In Britain there is a remote possibility of being fined if you are drunk in charge of a cycle and indeed the same law applies to being drunk in charge of a cow but being drunk in charge of either does not affect your driving license.

Smoking is bad for your health, but in Germany it seems the disposal of the cigarette butt is far riskier. Staying for a weekend in a friends’ 14 floor apartment in Königswinter just over the Rhine from Bonn, a strong wind blew a cigarette butt of mine onto the balcony below.

Within five minutes the bell rang to reveal a woman, backed up by some serious, grim-faced muscle (boyfriend or night club bouncer, who knows), her face throbbing and twitching with anger, cigarette butt ritual-like in a napkin held by her shaking hands, demanding an explanation.

Apologies, open gestures, I received the said cigarette butt like the corpse of a demented relative, ready for humane disposal: „So sorry, will never happen again.“

Calm restored I returned to the balcony to find the wind had flicked my eldest son’s stubbed-out cigarette high into the air where it landed on the angry lady’s sun blind below and was being lifted by gusts and bouncing ever closer to her balcony.

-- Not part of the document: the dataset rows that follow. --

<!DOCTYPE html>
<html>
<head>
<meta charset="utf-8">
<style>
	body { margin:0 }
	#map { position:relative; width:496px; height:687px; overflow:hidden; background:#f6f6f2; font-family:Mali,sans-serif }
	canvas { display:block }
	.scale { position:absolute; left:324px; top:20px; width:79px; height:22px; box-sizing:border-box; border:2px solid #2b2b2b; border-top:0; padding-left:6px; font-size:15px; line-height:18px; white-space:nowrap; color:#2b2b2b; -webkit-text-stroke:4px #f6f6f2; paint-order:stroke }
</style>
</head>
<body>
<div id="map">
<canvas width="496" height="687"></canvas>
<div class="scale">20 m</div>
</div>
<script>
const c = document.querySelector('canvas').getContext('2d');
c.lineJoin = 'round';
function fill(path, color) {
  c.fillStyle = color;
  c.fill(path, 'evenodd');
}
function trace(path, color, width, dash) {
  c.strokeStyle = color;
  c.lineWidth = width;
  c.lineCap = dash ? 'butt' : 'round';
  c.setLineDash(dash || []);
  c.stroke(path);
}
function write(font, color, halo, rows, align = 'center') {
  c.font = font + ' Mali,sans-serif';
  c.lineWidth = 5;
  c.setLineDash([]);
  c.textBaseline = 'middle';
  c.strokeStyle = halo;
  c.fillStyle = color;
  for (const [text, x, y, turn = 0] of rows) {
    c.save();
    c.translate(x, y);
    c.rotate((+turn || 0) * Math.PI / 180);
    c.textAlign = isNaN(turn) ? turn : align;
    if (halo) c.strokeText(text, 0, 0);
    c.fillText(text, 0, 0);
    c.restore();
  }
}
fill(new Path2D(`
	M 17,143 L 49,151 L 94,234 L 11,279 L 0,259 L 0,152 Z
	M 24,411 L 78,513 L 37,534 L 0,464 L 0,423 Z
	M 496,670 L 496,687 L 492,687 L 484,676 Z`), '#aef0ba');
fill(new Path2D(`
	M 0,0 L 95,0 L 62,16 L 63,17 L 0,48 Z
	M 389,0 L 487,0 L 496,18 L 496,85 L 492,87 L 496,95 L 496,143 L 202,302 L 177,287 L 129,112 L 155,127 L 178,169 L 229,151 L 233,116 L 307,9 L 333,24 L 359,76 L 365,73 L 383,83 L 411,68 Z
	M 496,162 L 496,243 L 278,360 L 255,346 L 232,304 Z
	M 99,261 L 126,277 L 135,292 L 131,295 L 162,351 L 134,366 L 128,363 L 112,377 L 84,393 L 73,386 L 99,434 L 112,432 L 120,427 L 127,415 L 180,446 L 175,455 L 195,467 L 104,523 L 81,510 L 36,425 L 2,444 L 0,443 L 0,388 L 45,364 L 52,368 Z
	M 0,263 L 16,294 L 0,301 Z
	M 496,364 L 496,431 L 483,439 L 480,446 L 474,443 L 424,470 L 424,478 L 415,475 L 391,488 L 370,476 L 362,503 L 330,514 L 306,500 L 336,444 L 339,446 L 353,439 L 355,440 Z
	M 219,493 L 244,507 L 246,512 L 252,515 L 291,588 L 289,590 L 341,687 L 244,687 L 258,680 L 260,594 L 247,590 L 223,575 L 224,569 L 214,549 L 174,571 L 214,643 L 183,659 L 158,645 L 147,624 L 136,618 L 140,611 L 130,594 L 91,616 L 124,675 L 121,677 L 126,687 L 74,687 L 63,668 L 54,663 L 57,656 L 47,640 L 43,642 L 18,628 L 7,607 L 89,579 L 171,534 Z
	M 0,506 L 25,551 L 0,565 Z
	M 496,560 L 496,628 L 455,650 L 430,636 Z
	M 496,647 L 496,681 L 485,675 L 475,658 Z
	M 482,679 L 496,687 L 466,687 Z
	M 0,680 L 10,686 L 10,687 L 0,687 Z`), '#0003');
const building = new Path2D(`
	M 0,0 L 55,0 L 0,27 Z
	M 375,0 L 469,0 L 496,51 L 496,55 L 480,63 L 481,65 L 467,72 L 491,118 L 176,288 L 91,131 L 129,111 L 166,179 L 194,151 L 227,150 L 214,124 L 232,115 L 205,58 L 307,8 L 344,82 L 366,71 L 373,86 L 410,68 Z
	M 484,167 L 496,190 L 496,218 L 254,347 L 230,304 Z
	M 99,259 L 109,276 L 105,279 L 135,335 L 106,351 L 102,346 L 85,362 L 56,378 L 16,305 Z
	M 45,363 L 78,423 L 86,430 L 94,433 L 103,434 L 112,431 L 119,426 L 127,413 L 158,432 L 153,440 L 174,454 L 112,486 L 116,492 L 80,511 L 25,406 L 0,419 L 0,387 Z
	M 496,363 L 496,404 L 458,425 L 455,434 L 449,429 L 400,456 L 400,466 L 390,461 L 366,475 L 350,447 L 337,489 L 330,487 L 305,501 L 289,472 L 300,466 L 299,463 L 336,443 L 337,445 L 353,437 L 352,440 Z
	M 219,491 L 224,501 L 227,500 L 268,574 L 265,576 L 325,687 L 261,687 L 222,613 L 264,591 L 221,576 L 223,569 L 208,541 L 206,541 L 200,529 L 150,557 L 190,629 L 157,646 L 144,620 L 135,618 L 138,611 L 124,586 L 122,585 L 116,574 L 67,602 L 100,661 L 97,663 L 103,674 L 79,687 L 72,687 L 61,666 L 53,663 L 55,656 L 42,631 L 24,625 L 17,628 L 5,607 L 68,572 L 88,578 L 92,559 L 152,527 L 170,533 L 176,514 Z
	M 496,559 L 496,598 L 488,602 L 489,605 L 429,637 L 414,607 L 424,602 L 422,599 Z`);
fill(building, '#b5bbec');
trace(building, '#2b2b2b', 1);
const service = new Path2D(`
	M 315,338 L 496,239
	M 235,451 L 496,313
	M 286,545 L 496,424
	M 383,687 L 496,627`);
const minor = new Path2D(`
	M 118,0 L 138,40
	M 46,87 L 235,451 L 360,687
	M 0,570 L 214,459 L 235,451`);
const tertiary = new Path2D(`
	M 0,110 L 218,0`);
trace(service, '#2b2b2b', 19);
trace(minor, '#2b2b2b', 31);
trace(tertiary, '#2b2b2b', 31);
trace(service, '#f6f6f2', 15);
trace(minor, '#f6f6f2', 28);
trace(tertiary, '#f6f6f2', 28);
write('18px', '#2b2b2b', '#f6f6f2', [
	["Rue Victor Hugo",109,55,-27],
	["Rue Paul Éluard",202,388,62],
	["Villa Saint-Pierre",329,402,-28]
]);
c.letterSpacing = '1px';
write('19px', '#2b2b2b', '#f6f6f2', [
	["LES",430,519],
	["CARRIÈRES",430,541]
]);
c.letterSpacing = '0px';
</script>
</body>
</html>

In the UK we would have thought nothing of it. But now, newly in Germany, desperate situations required desperate measures.

Too far for me to reach, I grabbed the vacuum cleaner and stretched out with its long handle staring 14 floors down to oblivion, as my son grabbed my legs from behind and we switched on the suction.

After several increasingly tense attempts I managed to suck the floating butt out of the air just before either it, or I, plummeted onto the balcony or (in my case worse) the street far below.

You had infringed her privacy, I was told by a German friend (a bit like the chained bicycle and the Chinese medicine lady).

‘I would have infringed a lot more people’s bloody privacy, if I had fallen 14 floors onto the customers of a coffee shop on the street below as they tucked into their Kaffee and Kuchen,” I snorted.

Not that the British do not have strange laws, customs and peculiarities of their own, some of which date back centuries.

Just to even things out — how crazy is this? In England a little known law says that you can be arrested for being drunk in a pub — if you pause for a moment at the complete absurdity of that proposition, it would make even the most humourless person crinkle in mirth.

I mean a hospital, a bakery, a tropical fish shop, a flea market selling second hand Hawaiian sex aids — but a pub!

Not that it is apparently ever much enforced. Because if it was, half of the UK population would be in jail come Saturday night, mowing machines would fall silent, hedge clippers would lay idle and British gardens would be as untended and as peaceful as those in Germany on a Sunday.